Grainy video footage from Hamas shows the neighbour and Vital-Kaploun's two children near a fence close to Gaza, and Hamas fighters walking away from them. Conflicting information from some media outlets described them as a mother and her two children being released by Hamas, or a woman and two children being released.

Vital-Kaploun's family is outraged.

"There's no good will that these murderous terrorists have. That's propaganda," Smith said. "Adi is the mother of those children. Adi is dead.

"The kids went through just unimaginable suffering, but are miraculously with us and are safe with their father.… One of the children was shot, had shrapnel in his leg and shot in the foot. That doesn't sound like people that are trying to save women and children," he said.

LISTEN | Aaron Smith's full interview with Ottawa Morning:

Burial to take place in Israel

Smith said Vital-Kaploun's family in Ottawa and Israel are in constant contact, and that they're "as close as a family can be."

She spent her summers in Ottawa with her cousins and family, attending summer camps and travelling the country — "a normal Canadian life for a lovely Israeli girl," Smith said.

"There's no words to describe how our family's doing.
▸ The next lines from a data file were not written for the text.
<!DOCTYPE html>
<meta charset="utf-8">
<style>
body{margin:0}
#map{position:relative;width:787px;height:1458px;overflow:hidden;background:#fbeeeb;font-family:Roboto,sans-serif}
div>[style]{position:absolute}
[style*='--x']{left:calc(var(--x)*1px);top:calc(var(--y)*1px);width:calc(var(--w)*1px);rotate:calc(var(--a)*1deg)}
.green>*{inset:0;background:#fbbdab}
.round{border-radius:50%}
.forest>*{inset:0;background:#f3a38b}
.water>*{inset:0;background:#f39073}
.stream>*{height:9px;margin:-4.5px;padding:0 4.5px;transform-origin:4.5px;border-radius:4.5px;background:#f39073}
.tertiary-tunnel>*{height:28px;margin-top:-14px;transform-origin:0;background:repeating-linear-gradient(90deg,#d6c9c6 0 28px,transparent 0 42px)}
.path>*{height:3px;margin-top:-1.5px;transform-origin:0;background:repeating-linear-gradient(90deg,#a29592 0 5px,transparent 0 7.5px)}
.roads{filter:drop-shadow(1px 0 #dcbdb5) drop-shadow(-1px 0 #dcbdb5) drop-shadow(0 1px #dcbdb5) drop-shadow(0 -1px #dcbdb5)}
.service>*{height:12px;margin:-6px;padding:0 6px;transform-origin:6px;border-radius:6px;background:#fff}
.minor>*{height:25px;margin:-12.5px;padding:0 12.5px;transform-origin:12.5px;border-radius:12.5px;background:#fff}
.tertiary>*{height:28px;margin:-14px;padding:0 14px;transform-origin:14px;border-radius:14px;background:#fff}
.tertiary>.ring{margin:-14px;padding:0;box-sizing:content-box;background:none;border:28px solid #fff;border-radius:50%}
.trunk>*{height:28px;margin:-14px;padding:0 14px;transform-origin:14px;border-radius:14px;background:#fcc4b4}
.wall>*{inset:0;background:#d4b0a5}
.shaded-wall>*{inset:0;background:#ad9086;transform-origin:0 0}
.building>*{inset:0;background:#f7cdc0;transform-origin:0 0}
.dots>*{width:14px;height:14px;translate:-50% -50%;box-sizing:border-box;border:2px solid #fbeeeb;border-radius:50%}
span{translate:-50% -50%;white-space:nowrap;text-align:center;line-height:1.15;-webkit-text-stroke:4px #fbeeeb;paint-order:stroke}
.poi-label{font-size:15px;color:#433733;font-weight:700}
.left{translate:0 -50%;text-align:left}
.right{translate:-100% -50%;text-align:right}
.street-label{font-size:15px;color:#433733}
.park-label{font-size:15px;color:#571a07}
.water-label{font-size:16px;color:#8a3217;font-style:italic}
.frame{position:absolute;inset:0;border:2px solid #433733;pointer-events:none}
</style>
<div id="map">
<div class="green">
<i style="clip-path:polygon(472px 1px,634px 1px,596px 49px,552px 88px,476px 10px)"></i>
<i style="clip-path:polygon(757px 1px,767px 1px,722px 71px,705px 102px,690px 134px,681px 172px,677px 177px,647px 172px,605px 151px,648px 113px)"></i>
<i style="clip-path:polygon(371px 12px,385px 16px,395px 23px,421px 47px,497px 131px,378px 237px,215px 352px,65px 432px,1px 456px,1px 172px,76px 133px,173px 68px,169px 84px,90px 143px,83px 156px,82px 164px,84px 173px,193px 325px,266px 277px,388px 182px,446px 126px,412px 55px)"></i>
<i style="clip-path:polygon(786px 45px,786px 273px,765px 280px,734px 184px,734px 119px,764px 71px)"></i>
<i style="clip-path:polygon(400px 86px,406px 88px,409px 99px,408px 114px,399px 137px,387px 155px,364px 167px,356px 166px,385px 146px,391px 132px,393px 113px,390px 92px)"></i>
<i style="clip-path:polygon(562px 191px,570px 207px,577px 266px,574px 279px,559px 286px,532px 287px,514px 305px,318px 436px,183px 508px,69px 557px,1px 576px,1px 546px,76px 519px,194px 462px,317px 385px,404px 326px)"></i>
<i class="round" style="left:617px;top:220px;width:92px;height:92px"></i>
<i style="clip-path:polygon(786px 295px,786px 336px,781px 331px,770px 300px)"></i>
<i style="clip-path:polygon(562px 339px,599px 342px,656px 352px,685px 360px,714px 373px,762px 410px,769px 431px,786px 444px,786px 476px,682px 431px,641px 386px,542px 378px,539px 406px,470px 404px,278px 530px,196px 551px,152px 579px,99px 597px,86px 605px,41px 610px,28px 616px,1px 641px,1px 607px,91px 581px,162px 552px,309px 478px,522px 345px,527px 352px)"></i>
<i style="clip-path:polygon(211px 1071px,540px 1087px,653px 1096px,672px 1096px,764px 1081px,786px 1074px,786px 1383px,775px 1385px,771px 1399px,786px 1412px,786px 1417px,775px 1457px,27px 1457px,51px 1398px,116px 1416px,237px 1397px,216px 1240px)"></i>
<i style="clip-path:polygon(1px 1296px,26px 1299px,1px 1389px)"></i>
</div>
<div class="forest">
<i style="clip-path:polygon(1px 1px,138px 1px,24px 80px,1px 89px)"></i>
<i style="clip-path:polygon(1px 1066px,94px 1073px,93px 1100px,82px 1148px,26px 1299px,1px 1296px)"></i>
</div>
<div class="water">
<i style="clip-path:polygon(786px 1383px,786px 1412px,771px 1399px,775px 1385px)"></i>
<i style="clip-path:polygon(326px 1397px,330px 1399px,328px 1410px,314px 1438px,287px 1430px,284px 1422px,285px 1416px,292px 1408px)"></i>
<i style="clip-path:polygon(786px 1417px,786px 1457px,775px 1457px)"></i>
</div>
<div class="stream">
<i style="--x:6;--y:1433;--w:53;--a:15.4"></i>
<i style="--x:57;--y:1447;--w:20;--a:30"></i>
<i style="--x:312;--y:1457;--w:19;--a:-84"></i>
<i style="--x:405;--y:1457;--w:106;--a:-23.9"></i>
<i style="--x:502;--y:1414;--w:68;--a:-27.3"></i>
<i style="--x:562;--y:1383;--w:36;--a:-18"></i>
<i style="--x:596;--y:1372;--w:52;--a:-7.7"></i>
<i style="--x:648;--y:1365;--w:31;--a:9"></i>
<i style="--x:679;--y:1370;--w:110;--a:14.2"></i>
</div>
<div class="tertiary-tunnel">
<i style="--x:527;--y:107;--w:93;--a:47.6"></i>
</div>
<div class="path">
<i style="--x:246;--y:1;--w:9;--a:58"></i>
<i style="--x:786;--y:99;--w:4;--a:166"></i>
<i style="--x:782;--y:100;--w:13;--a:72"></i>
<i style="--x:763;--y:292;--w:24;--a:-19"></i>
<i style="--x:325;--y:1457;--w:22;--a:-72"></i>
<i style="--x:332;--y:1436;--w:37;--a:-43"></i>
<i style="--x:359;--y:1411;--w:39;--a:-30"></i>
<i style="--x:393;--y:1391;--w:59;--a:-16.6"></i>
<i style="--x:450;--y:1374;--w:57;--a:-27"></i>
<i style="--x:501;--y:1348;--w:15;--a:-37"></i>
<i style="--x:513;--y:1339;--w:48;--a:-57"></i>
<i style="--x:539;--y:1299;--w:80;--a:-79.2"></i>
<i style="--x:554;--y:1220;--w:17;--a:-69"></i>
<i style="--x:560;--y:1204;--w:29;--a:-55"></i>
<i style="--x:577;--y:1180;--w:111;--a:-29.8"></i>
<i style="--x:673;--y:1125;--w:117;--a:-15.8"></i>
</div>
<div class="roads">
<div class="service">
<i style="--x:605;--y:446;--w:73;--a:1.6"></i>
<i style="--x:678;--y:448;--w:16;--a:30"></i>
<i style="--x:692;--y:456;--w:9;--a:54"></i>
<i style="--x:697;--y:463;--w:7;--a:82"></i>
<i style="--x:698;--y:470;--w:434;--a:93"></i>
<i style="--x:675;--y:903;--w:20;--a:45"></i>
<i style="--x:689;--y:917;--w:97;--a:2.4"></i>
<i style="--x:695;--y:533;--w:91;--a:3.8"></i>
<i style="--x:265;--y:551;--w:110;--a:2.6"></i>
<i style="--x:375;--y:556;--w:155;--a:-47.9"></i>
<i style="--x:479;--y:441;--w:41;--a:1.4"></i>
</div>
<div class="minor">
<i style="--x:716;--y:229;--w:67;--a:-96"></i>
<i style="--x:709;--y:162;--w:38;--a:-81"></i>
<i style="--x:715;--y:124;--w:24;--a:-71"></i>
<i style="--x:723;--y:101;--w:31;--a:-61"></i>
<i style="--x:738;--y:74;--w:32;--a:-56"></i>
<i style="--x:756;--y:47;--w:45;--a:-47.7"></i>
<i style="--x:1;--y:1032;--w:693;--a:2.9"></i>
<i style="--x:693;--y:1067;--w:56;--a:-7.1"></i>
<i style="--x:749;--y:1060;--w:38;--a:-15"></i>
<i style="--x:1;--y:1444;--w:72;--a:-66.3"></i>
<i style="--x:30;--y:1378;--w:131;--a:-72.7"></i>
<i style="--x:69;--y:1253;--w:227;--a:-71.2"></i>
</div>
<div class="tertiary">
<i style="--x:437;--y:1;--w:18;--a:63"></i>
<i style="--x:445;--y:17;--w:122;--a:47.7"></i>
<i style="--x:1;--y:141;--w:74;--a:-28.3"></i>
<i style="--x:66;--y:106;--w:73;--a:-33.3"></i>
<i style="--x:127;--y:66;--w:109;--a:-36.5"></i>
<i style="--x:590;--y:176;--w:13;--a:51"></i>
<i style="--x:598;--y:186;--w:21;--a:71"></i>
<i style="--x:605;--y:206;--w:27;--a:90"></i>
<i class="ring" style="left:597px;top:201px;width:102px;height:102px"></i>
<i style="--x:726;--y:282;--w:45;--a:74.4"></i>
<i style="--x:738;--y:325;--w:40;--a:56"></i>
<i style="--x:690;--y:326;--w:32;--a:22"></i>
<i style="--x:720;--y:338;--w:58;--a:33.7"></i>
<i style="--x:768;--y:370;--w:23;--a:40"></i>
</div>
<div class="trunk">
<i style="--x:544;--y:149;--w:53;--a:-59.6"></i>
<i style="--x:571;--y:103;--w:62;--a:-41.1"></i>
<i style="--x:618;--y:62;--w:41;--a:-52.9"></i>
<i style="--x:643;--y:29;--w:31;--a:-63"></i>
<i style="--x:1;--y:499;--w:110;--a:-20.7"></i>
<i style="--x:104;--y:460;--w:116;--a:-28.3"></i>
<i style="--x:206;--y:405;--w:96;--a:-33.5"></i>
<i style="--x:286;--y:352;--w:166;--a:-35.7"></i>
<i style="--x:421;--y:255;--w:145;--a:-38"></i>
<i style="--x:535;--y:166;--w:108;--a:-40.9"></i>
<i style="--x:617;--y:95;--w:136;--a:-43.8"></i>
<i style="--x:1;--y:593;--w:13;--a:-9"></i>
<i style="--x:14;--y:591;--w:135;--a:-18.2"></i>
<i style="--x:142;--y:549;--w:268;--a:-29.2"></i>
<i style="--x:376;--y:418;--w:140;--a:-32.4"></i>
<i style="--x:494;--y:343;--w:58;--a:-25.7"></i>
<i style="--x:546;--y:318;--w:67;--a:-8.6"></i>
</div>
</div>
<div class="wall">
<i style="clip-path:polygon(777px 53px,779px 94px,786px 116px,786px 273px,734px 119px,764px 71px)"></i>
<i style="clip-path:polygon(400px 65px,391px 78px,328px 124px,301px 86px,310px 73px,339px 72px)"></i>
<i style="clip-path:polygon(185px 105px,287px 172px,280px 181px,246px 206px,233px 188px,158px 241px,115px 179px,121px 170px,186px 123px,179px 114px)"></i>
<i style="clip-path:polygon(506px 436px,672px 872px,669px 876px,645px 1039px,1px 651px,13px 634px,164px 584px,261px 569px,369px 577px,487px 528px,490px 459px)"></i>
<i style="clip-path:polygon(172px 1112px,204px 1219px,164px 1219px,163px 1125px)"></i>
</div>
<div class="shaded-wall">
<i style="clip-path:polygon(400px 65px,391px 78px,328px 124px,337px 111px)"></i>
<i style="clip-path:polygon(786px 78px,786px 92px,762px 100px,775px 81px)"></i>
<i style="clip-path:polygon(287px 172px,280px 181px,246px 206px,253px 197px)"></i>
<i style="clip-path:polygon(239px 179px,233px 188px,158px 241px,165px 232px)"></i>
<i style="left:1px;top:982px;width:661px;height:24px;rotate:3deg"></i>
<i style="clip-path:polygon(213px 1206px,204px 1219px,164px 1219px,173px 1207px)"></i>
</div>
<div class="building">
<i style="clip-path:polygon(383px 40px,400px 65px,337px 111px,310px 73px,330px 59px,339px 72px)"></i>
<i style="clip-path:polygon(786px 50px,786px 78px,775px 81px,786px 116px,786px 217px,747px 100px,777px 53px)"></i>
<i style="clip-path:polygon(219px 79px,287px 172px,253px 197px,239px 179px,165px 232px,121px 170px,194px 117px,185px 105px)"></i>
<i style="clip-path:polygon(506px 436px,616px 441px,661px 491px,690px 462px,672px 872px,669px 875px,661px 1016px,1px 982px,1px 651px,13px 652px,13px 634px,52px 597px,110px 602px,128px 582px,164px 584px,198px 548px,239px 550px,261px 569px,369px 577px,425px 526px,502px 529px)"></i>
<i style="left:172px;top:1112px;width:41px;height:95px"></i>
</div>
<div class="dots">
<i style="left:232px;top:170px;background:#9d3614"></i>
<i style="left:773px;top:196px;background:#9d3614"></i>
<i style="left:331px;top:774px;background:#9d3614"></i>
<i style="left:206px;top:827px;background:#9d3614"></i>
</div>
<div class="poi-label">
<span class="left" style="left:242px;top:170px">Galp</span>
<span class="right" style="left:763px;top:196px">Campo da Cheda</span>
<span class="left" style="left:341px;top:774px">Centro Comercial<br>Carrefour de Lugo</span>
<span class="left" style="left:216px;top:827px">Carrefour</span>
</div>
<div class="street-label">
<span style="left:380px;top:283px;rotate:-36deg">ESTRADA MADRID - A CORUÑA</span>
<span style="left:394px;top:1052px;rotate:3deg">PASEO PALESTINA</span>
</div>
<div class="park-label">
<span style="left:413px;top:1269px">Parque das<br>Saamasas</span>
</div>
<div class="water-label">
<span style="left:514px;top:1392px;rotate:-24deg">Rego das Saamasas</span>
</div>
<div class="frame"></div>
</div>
It's just hard. It's unimaginable, the pain and suffering that we're going through and all our people are going through."

Vital-Kaploun will be buried in Israel, but with the Canadian government currently trying to airlift its citizens out, her family in Ottawa don't know how they can attend.

"We all want to be there," Smith told CBC. "We all want to be there always, to be with our family, to be in our own land, to celebrate our Jewishness. Some of us contemplated [going], but it's hard to know if you go there how you get back. It's hard to know how you willingly fly into a war zone. But we're all there with her in spirit and in our minds."

Andrea Freedman, president and CEO of the Jewish Federation of Ottawa, told Ottawa Morning Thursday that what the family is enduring is "absolutely heartbreaking," and that they are one family among 1,300 dealing with the same grief.

WATCH | Jewish federation delivers statement on woman with Ottawa ties killed in Israel:

Ottawa Jewish federation issues statement on Ottawa woman killed in Israel

1 year ago
Duration 7:38
Jewish Federation of Ottawa CEO Andrea Freedman delivers a statement on behalf of the family of a woman who was killed during the conflict in Israel.

Mayor spoke to family

Ottawa Mayor Mark Sutcliffe said Wednesday that he had been in touch with a family in the city who'd lost a loved one to the conflict in Israel.

"It breaks my heart to see what's happening there," Sutcliffe told reporters during a scrum at city hall. "My thoughts are with all of the victims and all of the families in Ottawa who have been affected by what's been happening."

'It hits very close to home,' Sutcliffe says of Ottawa family who lost loved one in Israel

1 year ago
Duration 0:43
Speaking to reporters Wednesday, Ottawa Mayor Mark Sutcliffe said he'd spoken with the family of someone who was killed in the Hamas attacks in Israel.

Sutcliffe later posted to X, formerly known as Twitter, that Vital-Kaploun was the granddaughter of longtime ByWard Market shop owner Irving Rivers.

The Irving Rivers store, located at the intersection of York Street and ByWard Market Square, has been in business for more than 70 years.

Two Canadians are confirmed dead, and a third is presumed dead as a result of the conflict, according to Foreign Affairs Minister Mélanie Joly.

Global Affairs Canada has not confirmed Vital-Kaploun's identity.

Currently, 4,227 Canadians are registered in Israel with the federal government's registry of Canadians abroad, and another 475 are registered in the Palestinian territories, according to Global Affairs Canada.

Joly's comments came after the Palestinian militant group Hamas staged an attack on Israel last weekend, firing rockets, killing civilians and taking hostages.

The attack prompted Israel to declare war on Hamas with attacks of its own. Israel has also ordered what it has described as a complete siege of Gaza, blocking everything from electricity and fuel to food and water from entering.